The Tennessee Virtual Library is available to all students enrolled in TN eCampus programs and courses. Links to library materials (such as electronic journals, databases, interlibrary loans, digital reserves, dictionaries, encyclopedias, maps, and librarian support) and Internet resources needed by learners to complete online assignments and as background reading will be included within the course modules. To access the Virtual Library, go to the course homepage and select the Virtual Library link under Course Resources.

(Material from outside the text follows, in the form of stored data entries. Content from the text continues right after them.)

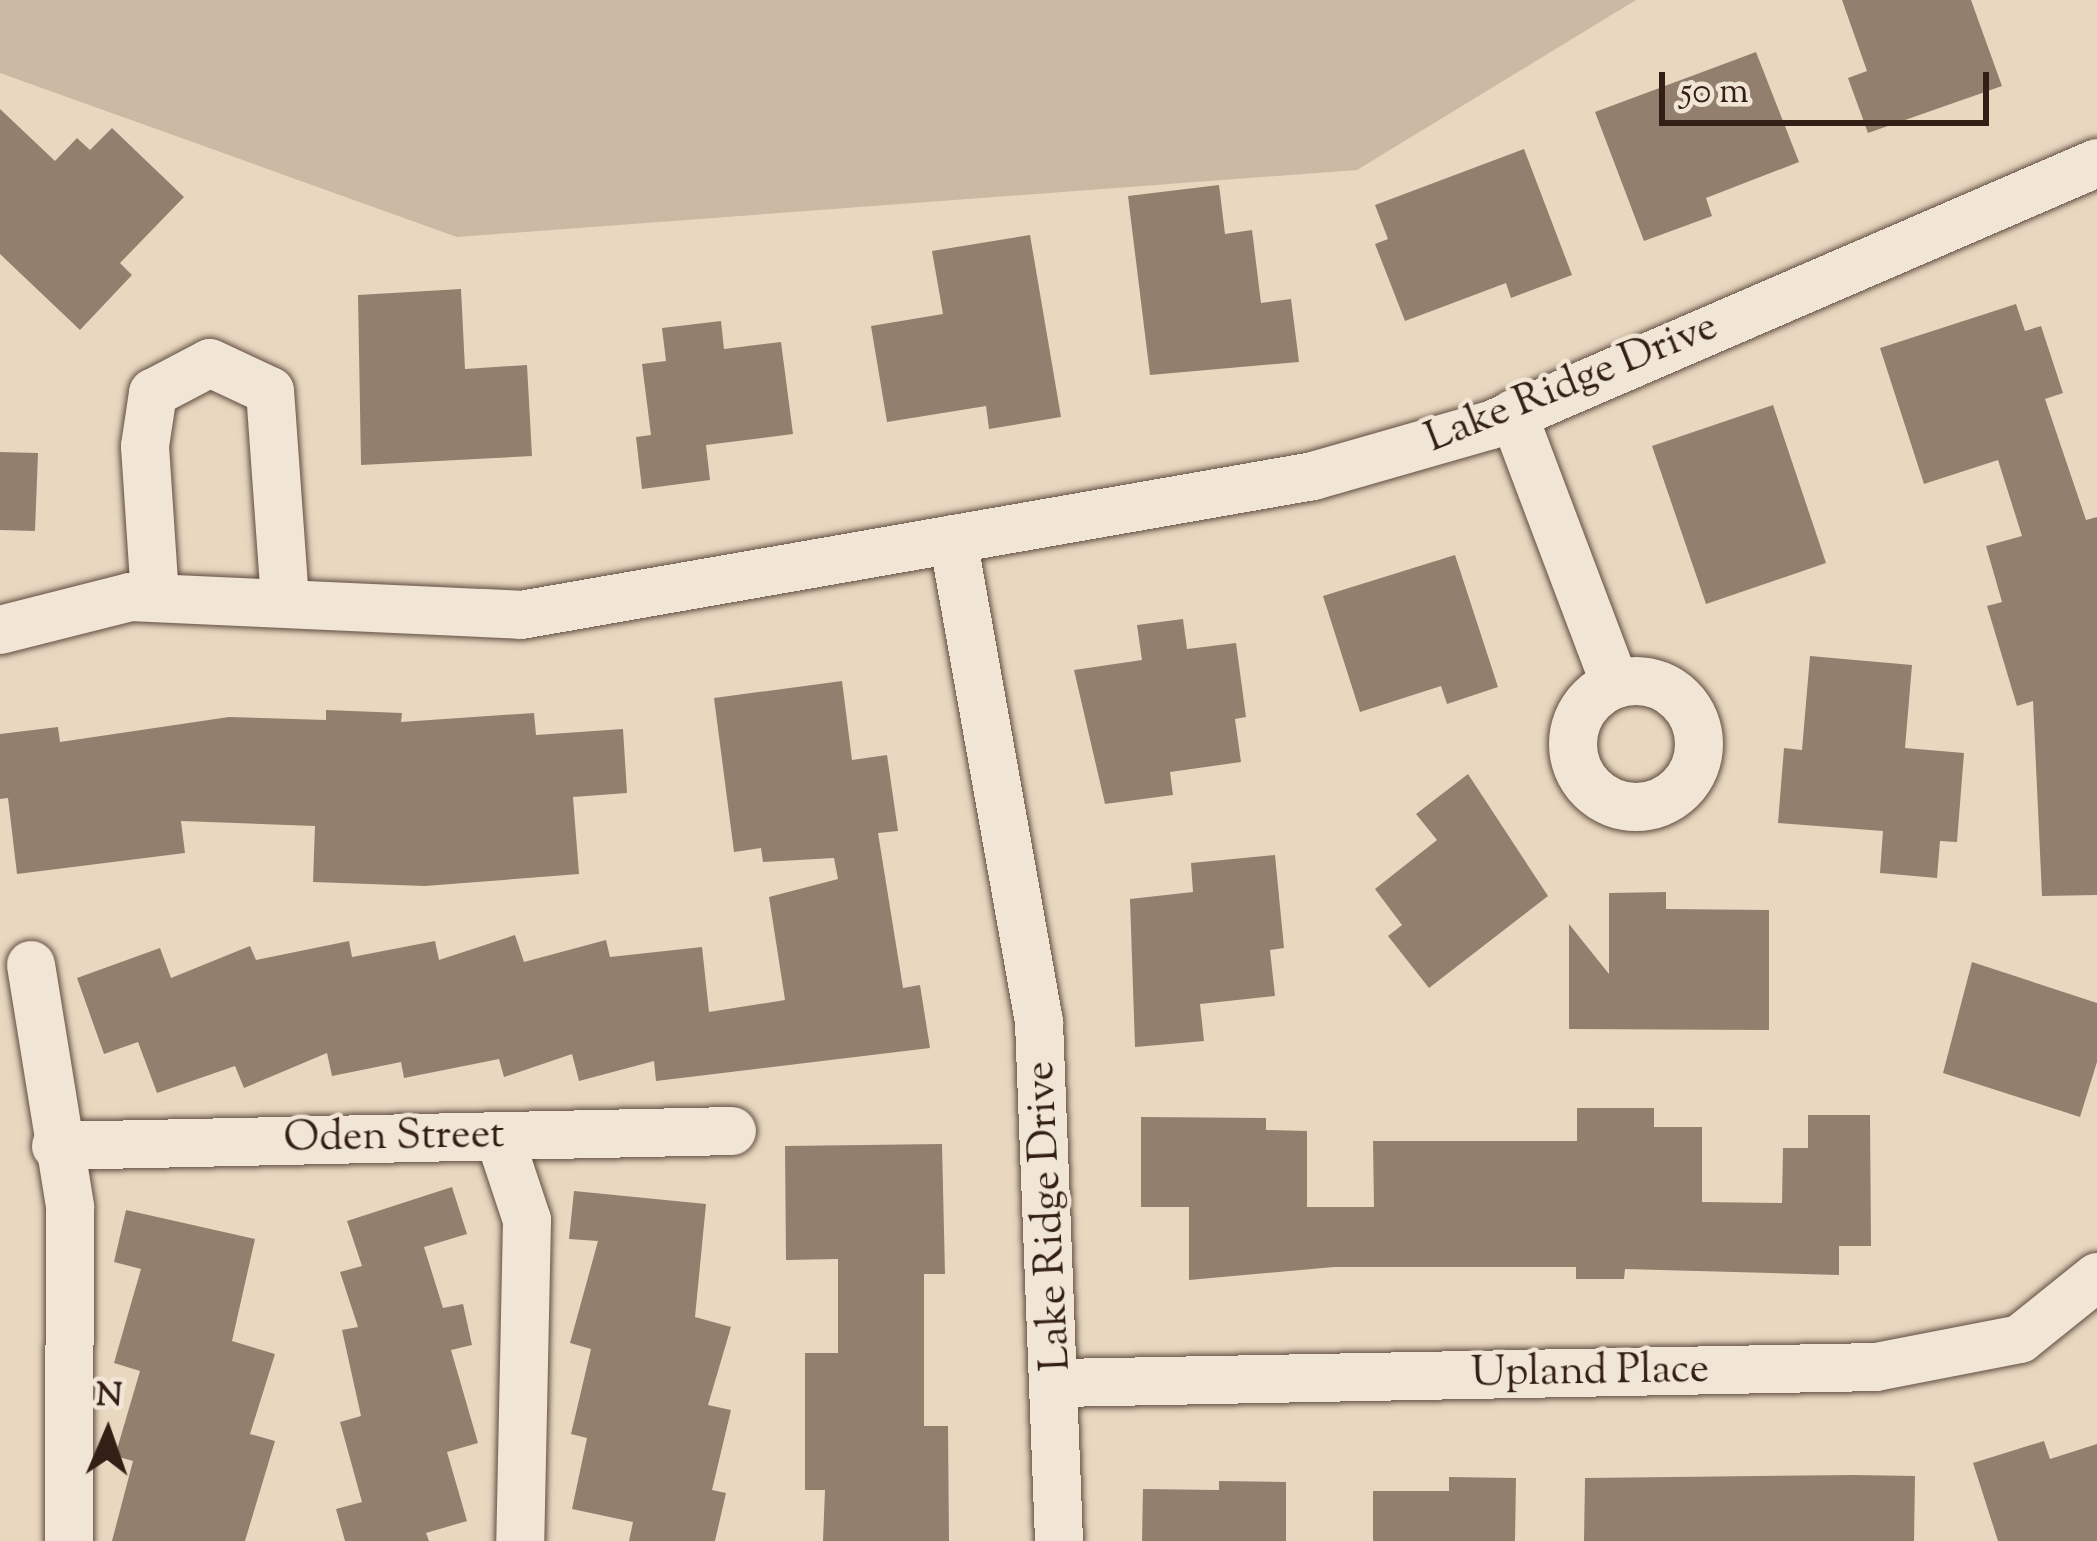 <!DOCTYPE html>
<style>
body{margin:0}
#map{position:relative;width:2097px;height:1541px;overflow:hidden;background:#e9d8c0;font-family:"Sorts Mill Goudy",serif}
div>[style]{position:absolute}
.green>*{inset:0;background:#cab9a3}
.building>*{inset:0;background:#927f6e}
.roads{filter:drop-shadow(0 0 3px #604d40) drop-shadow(0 0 3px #604d40)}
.minor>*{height:48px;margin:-24px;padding:0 24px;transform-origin:24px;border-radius:24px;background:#f1e6d6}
.minor>.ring{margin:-24px;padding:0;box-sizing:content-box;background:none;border:48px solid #f1e6d6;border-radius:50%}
span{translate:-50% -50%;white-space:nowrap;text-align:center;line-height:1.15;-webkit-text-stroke:9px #f1e6d6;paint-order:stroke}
.street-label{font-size:42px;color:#331f15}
.north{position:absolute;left:48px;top:1373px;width:120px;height:120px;-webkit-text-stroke:9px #f1e6d6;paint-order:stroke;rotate:2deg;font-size:33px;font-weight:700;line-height:48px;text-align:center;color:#331f15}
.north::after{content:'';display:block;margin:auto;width:42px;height:54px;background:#331f15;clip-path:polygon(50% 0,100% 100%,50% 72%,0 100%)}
.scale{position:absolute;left:1659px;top:72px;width:330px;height:54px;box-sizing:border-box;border:6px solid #331f15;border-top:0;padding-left:15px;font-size:36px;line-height:42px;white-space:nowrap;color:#331f15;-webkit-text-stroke:9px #f1e6d6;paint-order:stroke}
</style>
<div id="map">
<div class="green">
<i style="clip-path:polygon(0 0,1636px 0,1357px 170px,457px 237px,0 73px)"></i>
</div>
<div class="building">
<i style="clip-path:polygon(1842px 0,1971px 0,2002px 86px,1868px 133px,1848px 78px,1867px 71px)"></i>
<i style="clip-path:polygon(1756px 52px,1799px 162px,1706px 198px,1712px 216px,1644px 241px,1595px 112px)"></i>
<i style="clip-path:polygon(0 109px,55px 161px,77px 138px,90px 150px,112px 128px,184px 197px,120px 263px,132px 275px,80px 330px,0 254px)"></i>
<i style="clip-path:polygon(1524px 149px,1572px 275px,1511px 298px,1506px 283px,1405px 321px,1375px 244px,1388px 239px,1375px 205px)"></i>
<i style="clip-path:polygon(1219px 185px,1225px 234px,1252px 230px,1261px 303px,1291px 299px,1299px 362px,1150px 375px,1128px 196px)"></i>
<i style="clip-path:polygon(1030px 235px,1061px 417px,989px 429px,986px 406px,887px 422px,871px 326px,943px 314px,932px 251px)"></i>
<i style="clip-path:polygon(461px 289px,465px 369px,527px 365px,532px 456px,361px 465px,358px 295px)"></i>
<i style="clip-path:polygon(2016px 304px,2025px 331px,2041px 326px,2063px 393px,2045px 399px,2086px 520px,2097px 517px,2097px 895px,2042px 896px,2033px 701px,2017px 706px,1987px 606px,2002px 602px,1986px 546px,2022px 536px,1998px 460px,1924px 484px,1880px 348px)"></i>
<i style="clip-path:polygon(721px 321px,724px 349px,781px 342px,793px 434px,706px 445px,710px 480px,642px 489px,636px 437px,651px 435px,642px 364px,666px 361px,662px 328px)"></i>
<i style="clip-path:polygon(1773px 405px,1826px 563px,1706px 604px,1652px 446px)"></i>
<i style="clip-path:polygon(0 452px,38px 453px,35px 531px,0 530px)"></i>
<i style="clip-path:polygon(1455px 555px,1498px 687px,1447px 704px,1441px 686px,1360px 712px,1323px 596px)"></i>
<i style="clip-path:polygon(1183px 619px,1187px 649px,1236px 643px,1246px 717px,1235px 719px,1241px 762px,1170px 772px,1173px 795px,1105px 804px,1074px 670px,1142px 660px,1137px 625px)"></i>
<i style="clip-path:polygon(1810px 656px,1912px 665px,1905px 748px,1964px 753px,1957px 842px,1940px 841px,1937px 878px,1880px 873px,1883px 831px,1778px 823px,1784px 748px,1802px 750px)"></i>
<i style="clip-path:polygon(842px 681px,852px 760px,887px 755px,898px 831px,878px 833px,903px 988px,920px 985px,930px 1048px,656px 1081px,654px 1061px,579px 1081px,572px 1054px,504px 1077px,499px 1059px,404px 1078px,401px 1062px,332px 1076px,327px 1053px,244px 1088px,235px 1066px,157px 1093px,138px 1042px,104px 1054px,77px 978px,160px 948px,171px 978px,250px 946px,256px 960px,349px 941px,352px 957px,435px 941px,439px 960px,515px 935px,524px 962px,606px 940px,610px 957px,702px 947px,709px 1012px,785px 1000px,769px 897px,838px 879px,834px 858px,763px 862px,761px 848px,734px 852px,714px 698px)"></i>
<i style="clip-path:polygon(326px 710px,402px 713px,401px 722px,534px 713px,536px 735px,623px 729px,627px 793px,573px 797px,579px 874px,425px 886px,313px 882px,315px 826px,181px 821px,185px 853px,17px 874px,8px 798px,0 799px,0 734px,58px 727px,60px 742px,229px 717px,326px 720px)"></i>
<i style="clip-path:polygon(1468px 774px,1548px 896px,1429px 988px,1388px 936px,1402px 925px,1375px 889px,1437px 840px,1416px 814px)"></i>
<i style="clip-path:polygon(1275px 855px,1284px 948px,1270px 950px,1275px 996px,1200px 1004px,1204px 1041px,1135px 1047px,1130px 899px,1193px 892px,1191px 863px)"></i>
<i style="clip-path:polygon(1666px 892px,1666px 909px,1769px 910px,1769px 1030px,1569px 1029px,1569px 924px,1609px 974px,1609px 893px)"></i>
<i style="clip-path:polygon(1972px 962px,2097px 1003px,2097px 1062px,2080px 1117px,1943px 1073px)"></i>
<i style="clip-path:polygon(1577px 1108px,1654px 1108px,1654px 1127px,1702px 1127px,1702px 1202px,1782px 1203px,1783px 1148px,1808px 1148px,1808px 1115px,1870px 1115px,1871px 1246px,1839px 1246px,1839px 1275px,1625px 1269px,1624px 1279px,1576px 1279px,1576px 1267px,1334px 1267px,1189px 1280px,1189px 1207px,1141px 1207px,1141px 1117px,1266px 1118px,1266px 1130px,1307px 1131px,1307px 1207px,1374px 1207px,1373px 1141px,1577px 1141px)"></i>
<i style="clip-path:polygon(942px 1144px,945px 1274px,924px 1274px,924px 1426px,948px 1426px,949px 1541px,823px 1541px,825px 1490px,805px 1490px,805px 1353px,838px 1353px,838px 1259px,786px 1260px,785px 1146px)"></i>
<i style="clip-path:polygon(452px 1187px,467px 1234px,424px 1247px,443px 1308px,463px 1304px,472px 1345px,451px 1350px,478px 1443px,447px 1452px,467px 1521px,426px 1533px,429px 1541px,345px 1541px,336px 1509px,362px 1502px,340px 1422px,361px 1416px,342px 1330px,358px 1327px,340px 1272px,362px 1266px,347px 1221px)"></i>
<i style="clip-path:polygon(574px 1191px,706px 1204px,695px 1317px,731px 1327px,708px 1405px,731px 1410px,712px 1490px,726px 1493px,715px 1541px,629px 1541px,633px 1522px,572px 1509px,587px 1438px,571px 1434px,591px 1349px,570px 1343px,598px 1241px,569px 1239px)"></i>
<i style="clip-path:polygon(126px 1210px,255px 1239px,232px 1341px,275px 1354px,250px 1434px,275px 1441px,245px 1541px,112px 1541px,133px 1461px,115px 1456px,140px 1371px,114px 1363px,141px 1269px,114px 1262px)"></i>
<i style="clip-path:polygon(2044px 1441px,2050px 1459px,2097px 1444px,2097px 1541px,1998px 1541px,1973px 1463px)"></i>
<i style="clip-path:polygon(1855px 1475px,1915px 1476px,1914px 1541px,1584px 1541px,1585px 1478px)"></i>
<i style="clip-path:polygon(1449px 1477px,1516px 1478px,1515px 1541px,1373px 1541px,1373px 1491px,1449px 1491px)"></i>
<i style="clip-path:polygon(1219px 1481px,1286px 1482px,1286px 1541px,1142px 1541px,1143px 1489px,1219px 1490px)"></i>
</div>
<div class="roads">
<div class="minor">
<i style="left:1513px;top:414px;width:289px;rotate:69.3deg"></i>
<i style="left:953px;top:539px;width:491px;rotate:79.9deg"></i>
<i style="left:1039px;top:1022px;width:519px;rotate:87.79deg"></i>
<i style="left:155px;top:597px;width:151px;rotate:-93.8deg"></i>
<i style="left:145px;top:446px;width:54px;rotate:-81.4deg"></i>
<i style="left:153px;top:393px;width:64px;rotate:-27.8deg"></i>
<i style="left:210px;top:363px;width:66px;rotate:25deg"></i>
<i style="left:270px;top:391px;width:210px;rotate:85.9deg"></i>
<i style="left:0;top:630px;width:134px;rotate:-14.2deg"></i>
<i style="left:130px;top:597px;width:391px;rotate:2.6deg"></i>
<i style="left:521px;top:615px;width:804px;rotate:-9.95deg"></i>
<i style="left:1313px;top:476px;width:185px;rotate:-16deg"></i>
<i style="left:1491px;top:425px;width:660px;rotate:-23.38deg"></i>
<i class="ring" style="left:1573px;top:681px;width:78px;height:78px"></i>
<i style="left:31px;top:965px;width:245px;rotate:80.8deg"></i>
<i style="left:70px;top:1207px;width:334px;rotate:90.2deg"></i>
<i style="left:499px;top:1136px;width:89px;rotate:71.6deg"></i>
<i style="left:527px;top:1220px;width:321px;rotate:91.2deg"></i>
<i style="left:56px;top:1146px;width:676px;rotate:-1.27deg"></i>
<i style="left:1059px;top:1383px;width:817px;rotate:-1.12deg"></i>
<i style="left:1876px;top:1367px;width:147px;rotate:-11deg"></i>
<i style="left:2020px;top:1339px;width:99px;rotate:-38.8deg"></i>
</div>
</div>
<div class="street-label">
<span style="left:1572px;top:384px;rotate:-22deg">Lake Ridge Drive</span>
<span style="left:394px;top:1138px;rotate:-1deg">Oden Street</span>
<span style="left:1050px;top:1216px;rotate:-93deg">Lake Ridge Drive</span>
<span style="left:1590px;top:1373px;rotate:-1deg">Upland Place</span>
</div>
<div class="north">N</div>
<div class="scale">50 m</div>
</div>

Students with Disabilities
Qualified students with disabilities will be provided reasonable and necessary academic accommodations if determined eligible by the appropriate disability services staff at their home institution. Prior to granting disability accommodations in this course, the instructor must receive written verification of a student's eligibility for specific accommodations from the disability services staff at the home institution. It is the student's responsibility to initiate contact with their home institution's disability services staff and to follow the established procedures for having the accommodation notice sent to the instructor.
The instructor reserves the right to make changes as necessary to this syllabus. If changes are necessitated during the term of the course, the instructor will immediately notify students of such changes both by individual email communication and posting both notification and nature of change(s) on the course bulletin board.
The information contained in this syllabus is for general information purposes only. While we endeavor to keep this information up-to-date and accurate, there may be some discrepancies between this syllabus and the one found in your online course. The syllabus of record is the one found in your online course. Please make sure you read the syllabus in your course at the beginning of the semester. Questions regarding course content should be directed to your instructor.